Please show every line in the entries below that includes the word "align".

** RECORDS follows **

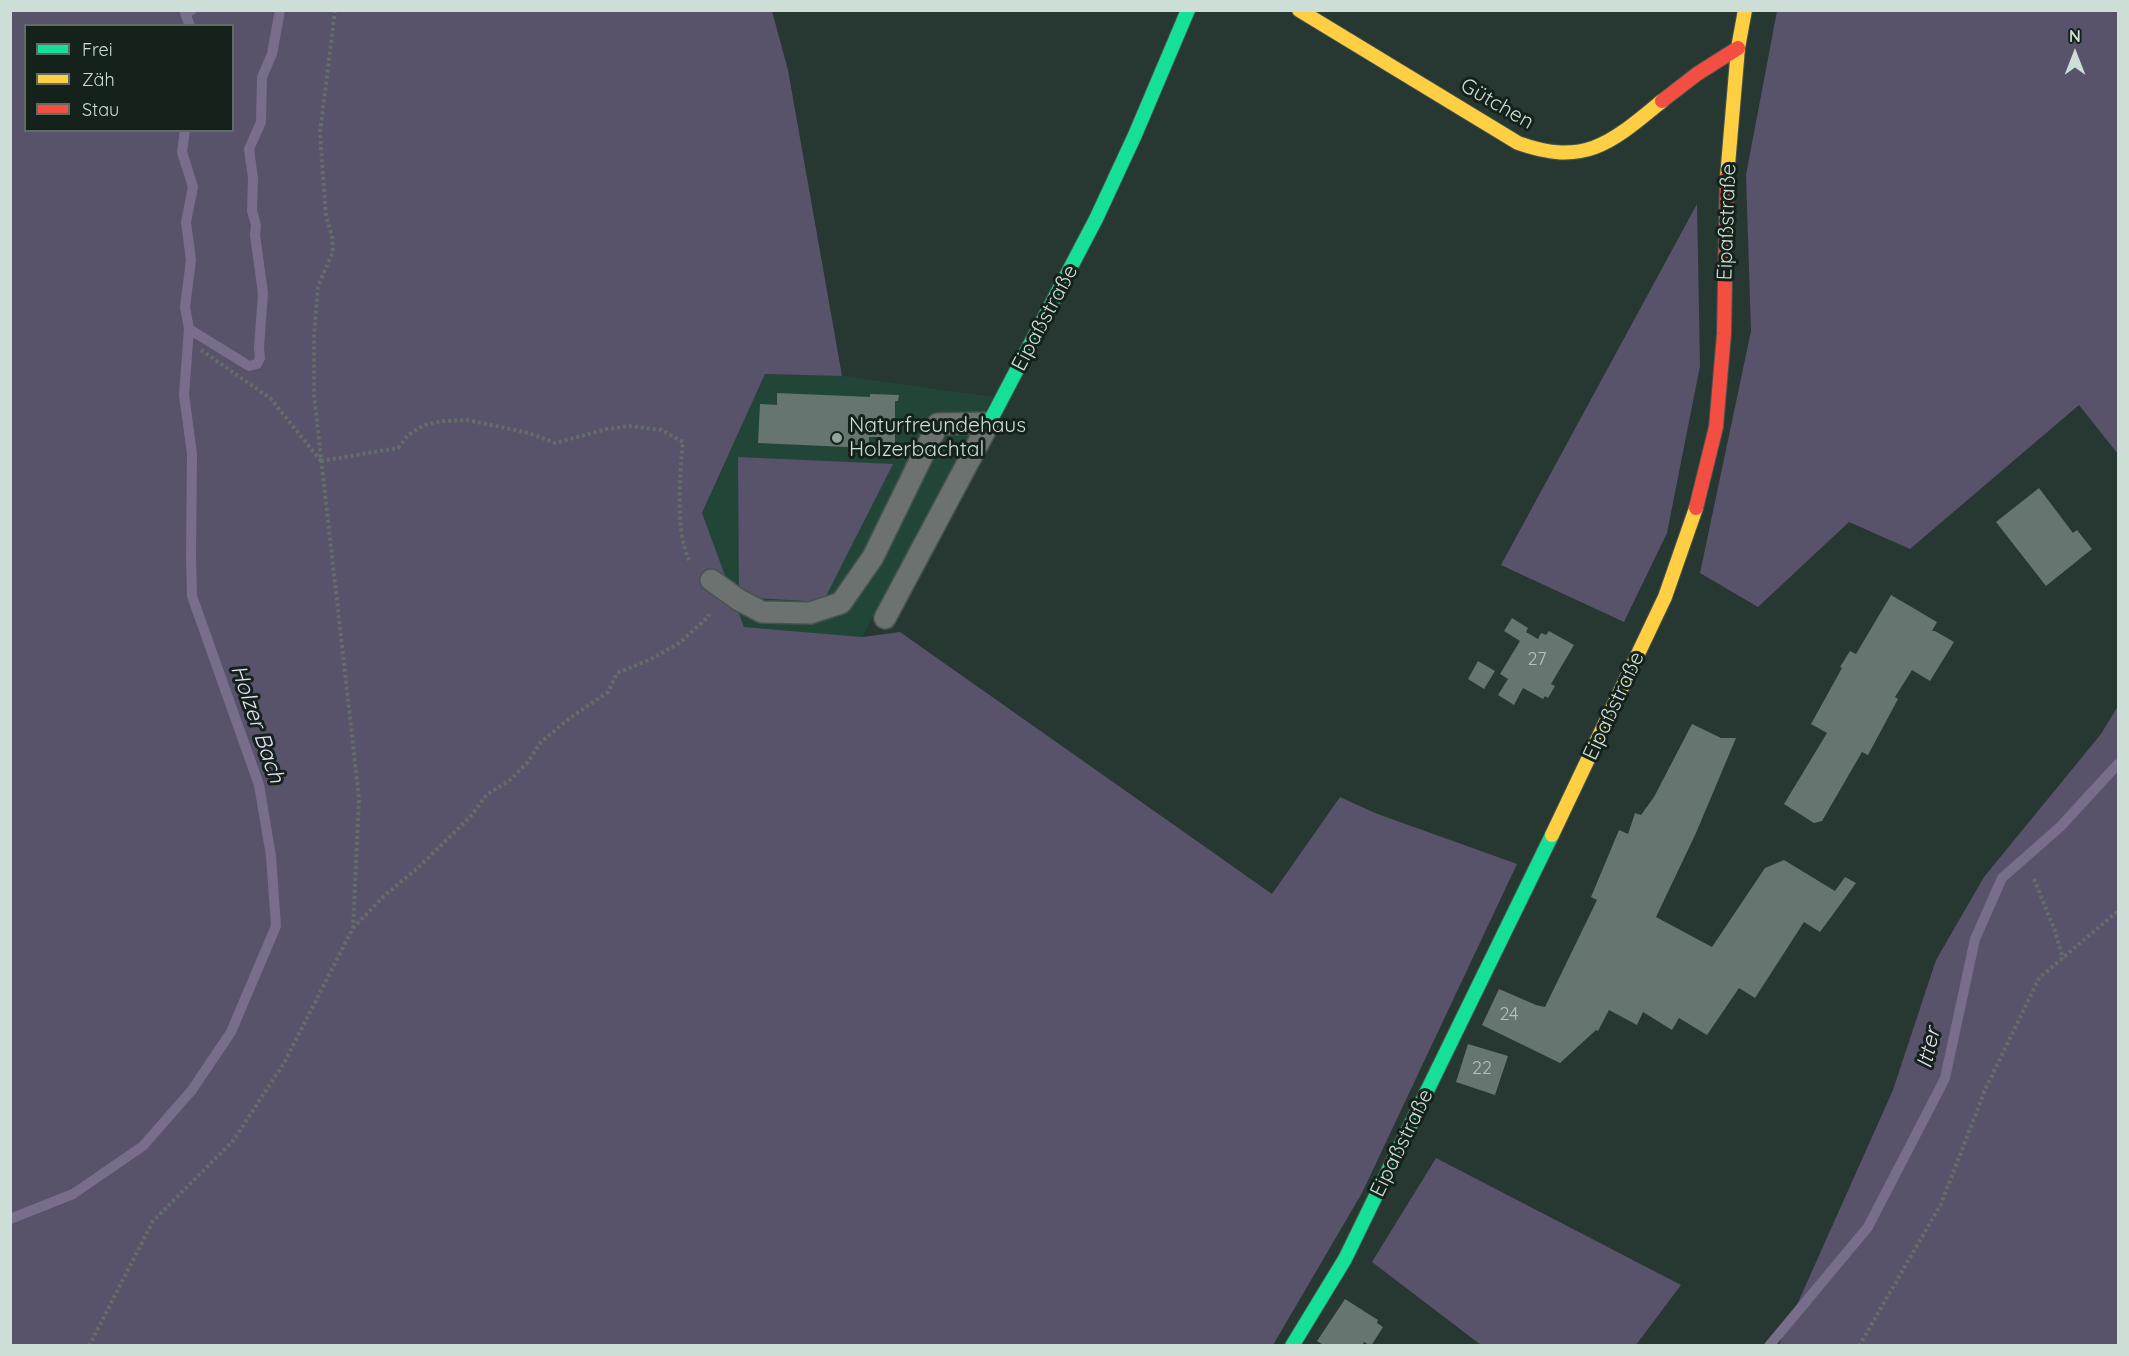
<!DOCTYPE html>
<meta charset="utf-8">
<style>
body{margin:0}
#map{position:relative;width:2129px;height:1356px;overflow:hidden;background:#273731;font-family:Quicksand,sans-serif}
canvas{display:block}
.frame{position:absolute;inset:0;border:12px solid #ccded6;pointer-events:none}
.legend{position:absolute;left:24px;top:24px;width:210px;height:108px;box-sizing:border-box;background:#15221c;border:2px solid #5e6d66;margin:0;padding:8px 10px;list-style:none;font-size:18px;color:#ccded6}
.legend li{display:flex;align-items:center;gap:12px;height:30px}
.legend b{width:30px;border:2px solid #5e6d66}
.north{position:absolute;left:2045px;top:24px;width:60px;height:60px;-webkit-text-stroke:4px #15221c;paint-order:stroke;rotate:0deg;font-size:16px;font-weight:700;line-height:24px;text-align:center;color:#ccded6}
.north::after{content:'';display:block;margin:auto;width:21px;height:27px;background:#ccded6;clip-path:polygon(50% 0,100% 100%,50% 72%,0 100%)}
</style>
<div id="map">
<canvas width="2129" height="1356"></canvas>
<div class="frame"></div>
<ul class="legend">
<li><b style="height:8px;background:#16e098"></b>Frei</li>
<li><b style="height:8px;background:#ffcf43"></b>Zäh</li>
<li><b style="height:8px;background:#f24e42"></b>Stau</li>
</ul>
<div class="north">N</div>
</div>
<script>
const context = document.querySelector('canvas').getContext('2d');
context.lineJoin = 'round';
function fill(path, color) {
  context.fillStyle = color;
  context.fill(path, 'evenodd');
}
function strokePath(path, color, width, dash) {
  context.strokeStyle = color;
  context.lineWidth = width;
  context.lineCap = dash ? 'butt' : 'round';
  context.setLineDash(dash || []);
  context.stroke(path);
}
function label(font, color, halo, rows, align = 'center') {
  context.font = font + ' Quicksand,sans-serif';
  context.lineWidth = 6;
  context.setLineDash([]);
  context.textBaseline = 'middle';
  context.strokeStyle = halo;
  context.fillStyle = color;
  for (const [text, x, y, turn = 0] of rows) {
    context.save();
    context.translate(x, y);
    context.rotate((+turn || 0) * Math.PI / 180);
    context.textAlign = isNaN(turn) ? turn : align;
    if (halo) context.strokeText(text, 0, 0);
    context.fillText(text, 0, 0);
    context.restore();
  }
}
const built = new Path2D(`
 M765 374 842 376 993 397 862 637 744 627 702 514Z`);
const green = new Path2D(`
 M10 11H772L788 70 842 376 765 374 702 513 744 627 862 637 900 632 1272 894 1340 797 1375 813 1517 864 1362 1193 1273 1345H11ZM26 26H232V130H26Z
 M1777 11H2118V454L2079 405 1910 549 1849 522 1758 607 1700 573 1751 331 1746 175Z
 M1697 204 1700 366 1667 533 1624 622 1501 565Z
 M738 457 893 464 823 602 739 597Z
 M2118 706V1345H1779L1893 1090 1936 960 1984 877 2101 734Z
 M1436 1158 1681 1285 1636 1345H1481L1372 1262Z`);
const stream = new Path2D(`
 M190 26 185 13 192 10
 M189 329 249 366 257 364 260 358 259 348 263 293 255 235 256 225 252 211 253 178 249 149 261 122 262 77 272 54 280 10
 M10 1219 73 1194 143 1146 192 1090 231 1032 276 926 271 856 259 785 192 596 191 555 192 454 184 395 189 329 185 307 191 260 186 222 193 187 182 152 185 130
 M1769 1346 1868 1227 1939 1090 1945 1078 1975 939 2002 878 2060 827 2118 764`);
const building = new Path2D(`
 M777 393 870 397V394L899 395 898 401H895V446H880L881 437H869V448L758 443 760 404 777 405Z
 M2039 488 2073 533 2077 530 2092 549 2046 586 1996 522Z
 M1891 595 1937 622 1932 631H1935L1954 642 1930 681 1912 670 1895 697 1898 699 1868 755 1862 752 1822 821 1814 823 1784 804 1827 733 1811 724 1842 668 1840 667 1850 651 1856 654Z
 M1512 618 1528 628 1526 632 1538 639 1541 633 1546 635 1549 631 1574 645 1551 684 1555 686 1548 698 1545 696 1543 699 1523 688 1514 705 1498 695 1508 679 1500 674 1520 641 1504 631Z
 M1478 661 1495 671 1484 689 1468 679Z
 M1692 724 1721 738H1736L1696 833 1656 917 1712 947 1765 868 1784 860 1835 891 1845 877 1856 883 1820 932 1804 922 1755 998 1739 988 1707 1035 1679 1018 1672 1030 1643 1012 1637 1025 1609 1010 1598 1031 1596 1030 1560 1063 1482 1025 1499 989 1536 1005 1545 1007 1597 900 1591 897 1619 830 1628 834 1635 813 1641 815 1654 797Z
 M1468 1044 1508 1056 1495 1095 1456 1082Z
 M1345 1299 1378 1320 1377 1323 1383 1327 1371 1346 1364 1342 1362 1346H1325L1317 1341Z`);
const path = new Path2D(`
 M335 10 320 133 326 217 332 235 333 252 318 286 314 335V395L359 798 353 928
 M201 350 270 398 321 461
 M321 461 398 448 408 435 424 425 443 421 467 420 529 433 555 443 607 429 629 426 661 430 683 442C680 474 675 532 689 560
 M2034 879 2055 931 2063 959
 M89 1346 153 1221 233 1141 284 1063 353 928 384 896 421 865 471 816 487 794 509 781 527 763 541 742 570 718 608 692 617 673 649 660 678 644 708 617 709 614
 M1859 1346 1941 1204 1985 1090 2039 978 2118 911`);
const lane = new Path2D(`
 M711 580 739 600 762 612 810 613 841 603 873 557 938 424 989 423 885 618`);
const fast = new Path2D(`
 M989 423 1096 219 1135 135 1188 10
 M1292 1346 1345 1259 1552 835`);
const slow = new Path2D(`
 M1299 10 1518 143C1585 167 1611 143 1662 101
 M1727 177 1738 48 1745 10
 M1552 835 1665 597 1696 508`);
const jam = new Path2D(`
 M1662 101 1697 74 1738 48
 M1696 508 1716 427 1724 334 1727 177`);
const markers = [
 [837,438,6,"#92a49c"]
];
const numberNames = [
 ["27",1537,660],
 ["24",1509,1015],
 ["22",1482,1069]
];
const streetNames = [
 ["Gütchen",1497,104,30],
 ["Eipaßstraße",1727,222,-88],
 ["Eipaßstraße",1045,318,-62],
 ["Eipaßstraße",1614,706,-65],
 ["Eipaßstraße",1402,1143,-64]
];
const poiNames = [
 ["Naturfreundehaus",849,426],
 ["Holzerbachtal",849,450]
];
const waterNames = [
 ["Holzer Bach",257,724,71],
 ["Itter",1929,1048,-77]
];
fill(built, '#214638');
fill(green, '#59526b');
strokePath(stream, '#786e8c', 10);
fill(building, '#66756f');
strokePath(lane, '#46534e', 24);
strokePath(fast, '#46534e', 16);
strokePath(slow, '#46534e', 16);
strokePath(jam, '#46534e', 16);
strokePath(path, '#656d6a', 4, [3, 3]);
strokePath(lane, '#6c726f', 21);
strokePath(fast, '#16e098', 14);
strokePath(slow, '#ffcf43', 14);
strokePath(jam, '#f24e42', 14);
for (const [x, y, r, color] of markers) {
  const dot = new Path2D();
  dot.arc(x, y, r, 0, 2 * Math.PI);
  context.fillStyle = color;
  context.fill(dot);
  strokePath(dot, '#15221c', 2);
}
label('18px', '#b2c4bc', null, numberNames);
label('21px', '#ccded6', '#15221c', streetNames);
label('21px', '#ccded6', '#15221c', poiNames, 'left');
label('italic 22px', '#e7dff7', '#15221c', waterNames);
</script>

** End of RECORDS **

# [RESPONSE AREA]
.legend li{display:flex;align-items:center;gap:12px;height:30px}
.north{position:absolute;left:2045px;top:24px;width:60px;height:60px;-webkit-text-stroke:4px #15221c;paint-order:stroke;rotate:0deg;font-size:16px;font-weight:700;line-height:24px;text-align:center;color:#ccded6}
function label(font, color, halo, rows, align = 'center') {
    context.textAlign = isNaN(turn) ? turn : align;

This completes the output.